If we are given an ordered triple of words $(a,b,c)$, an operation on that tuple consists of replacing one of the $x\in\{a,b,c\}$ by $x0,\ x1,$ or $y$ such that $x\neq y\in\{a,b,c\}$, e.g: $$(\epsilon,\epsilon,\epsilon)\xrightarrow{b:=b1}(\epsilon,1,\epsilon)\xrightarrow{b:=b0}(\epsilon,10,\epsilon)\xrightarrow{c:=c1}(\epsilon,10,1)\xrightarrow{a:=b}(10,10,1) $$ Given a non-negative integer $h$, we say that $(a,b,c)$ is $h$-complete if the length of each of $a,b,c$ is $h$, that is $|a|=|b|=|c|=h$. We say that a series of operations is healthy if and only any tuple $(a,b,c)$ appears at most once.
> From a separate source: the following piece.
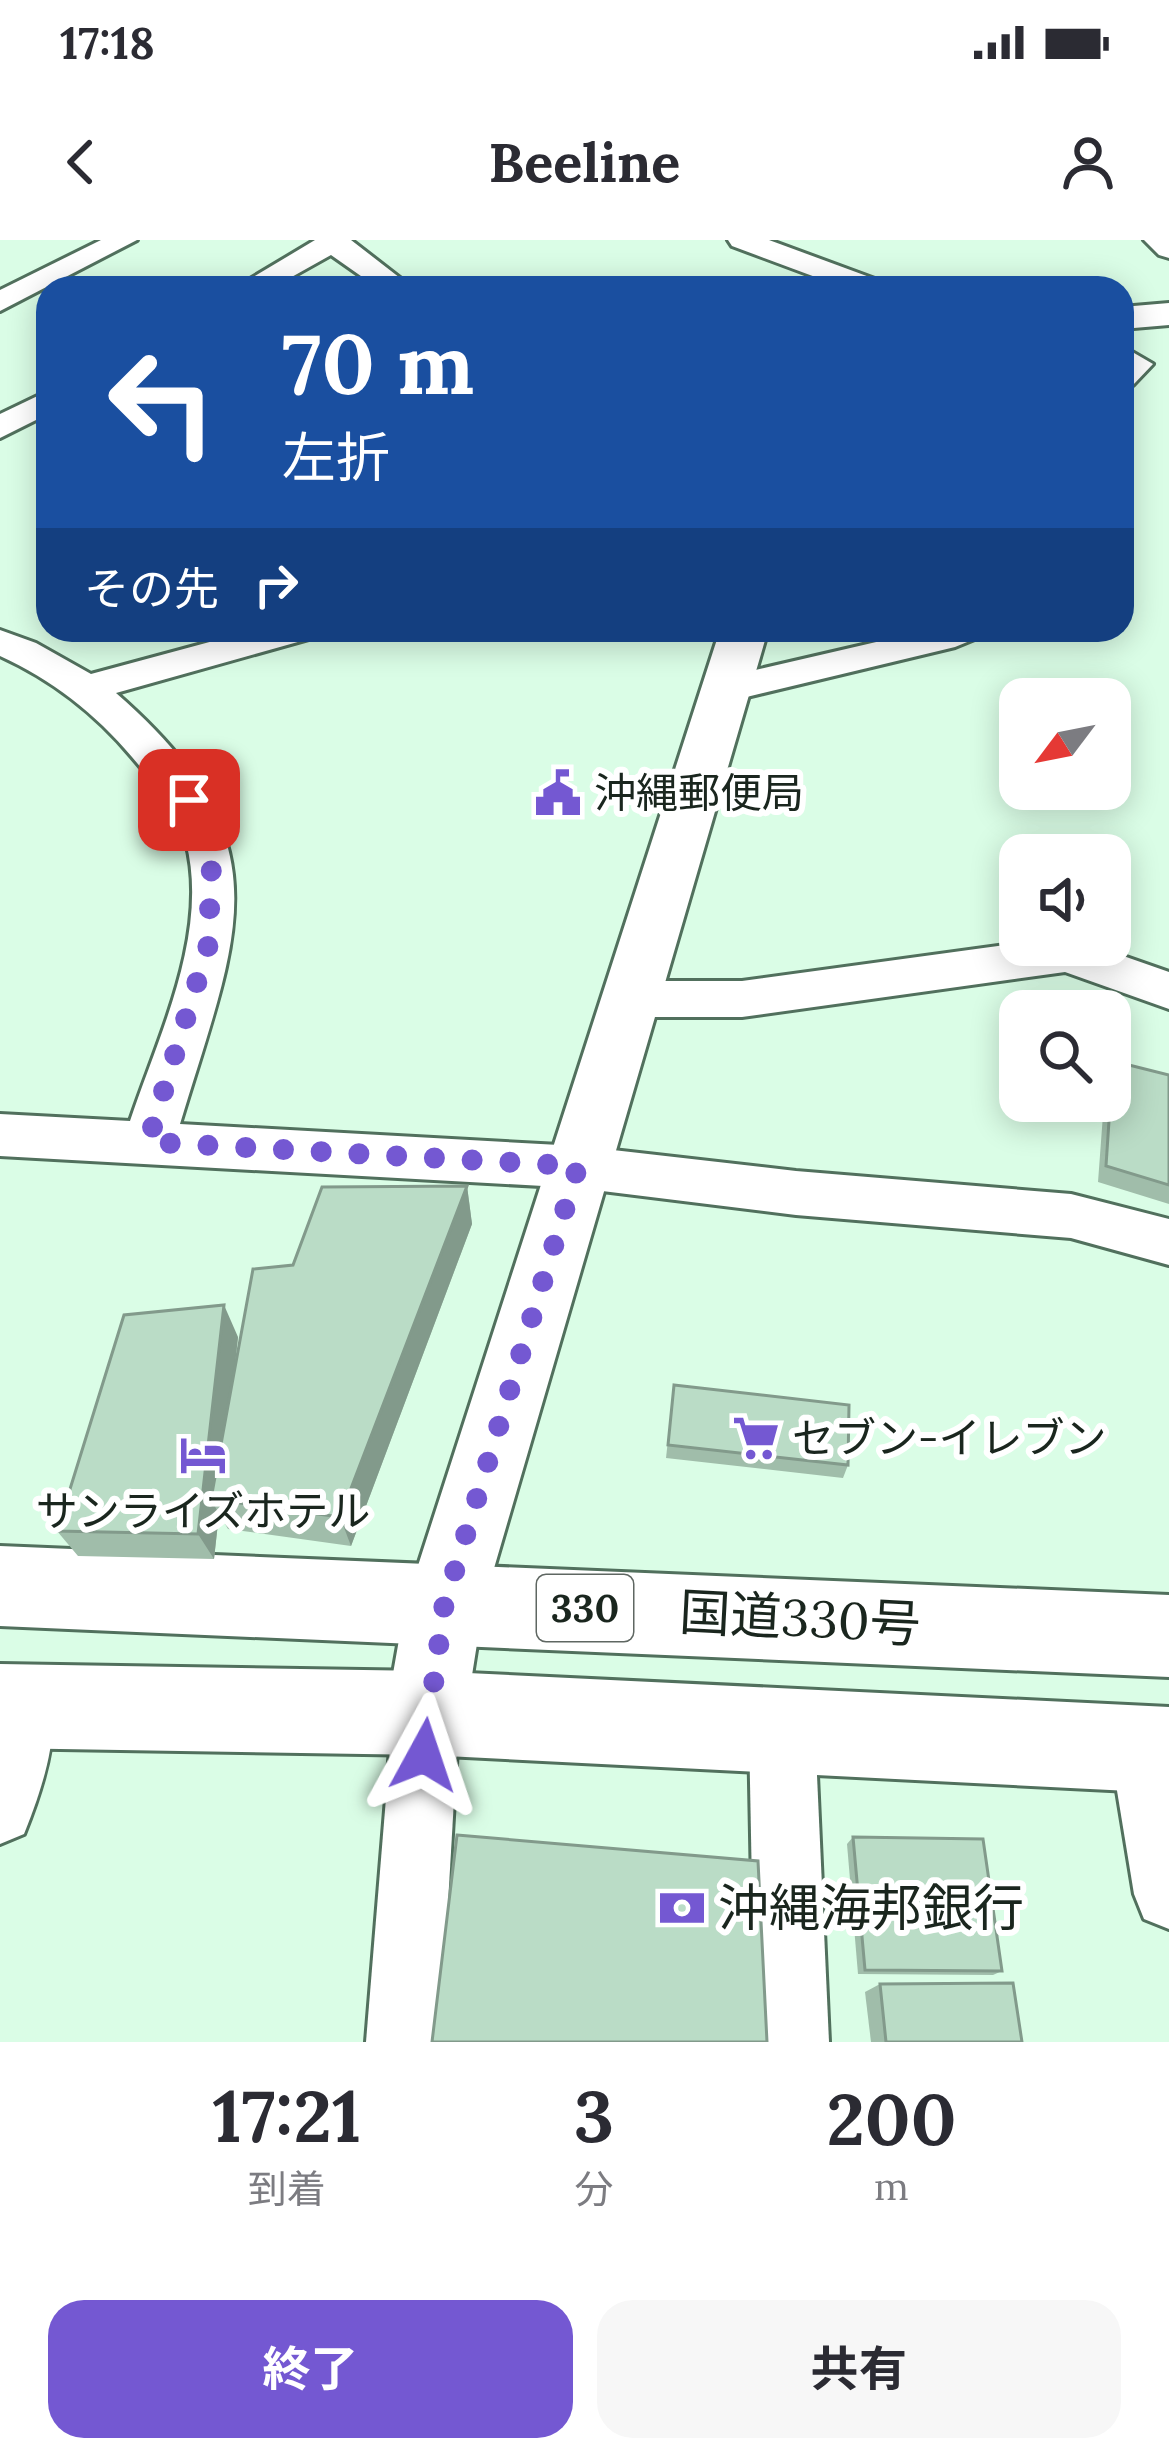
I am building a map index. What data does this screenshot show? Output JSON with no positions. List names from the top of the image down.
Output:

For example, the sequence $$(\epsilon,\epsilon,\epsilon)\xrightarrow{b:=b0}(\epsilon,1,\epsilon)\xrightarrow{ b:=c}(\epsilon,\epsilon,\epsilon)$$ is not healthy because $(\epsilon,\epsilon,\epsilon)$ appears twice.

The length of a tuple $(a,b,c)$ is defined as $|(a,b,c)|=\max(|a|,|b|,|c|)$

My question:

What is the maximum number of healthy operations in a sequence which can transform $(\epsilon,\epsilon,\epsilon)$ into an $h$-complete tuple with all the intermediate tuples have length less than or equal to $h$

The minimum number of operations is $h+2$, but I'm interested in the worst case, and my problem consists of a generalization for $n$ words and not just $3$.

If you know any references for such problems, or have any idea about this problem, it will be appreciated!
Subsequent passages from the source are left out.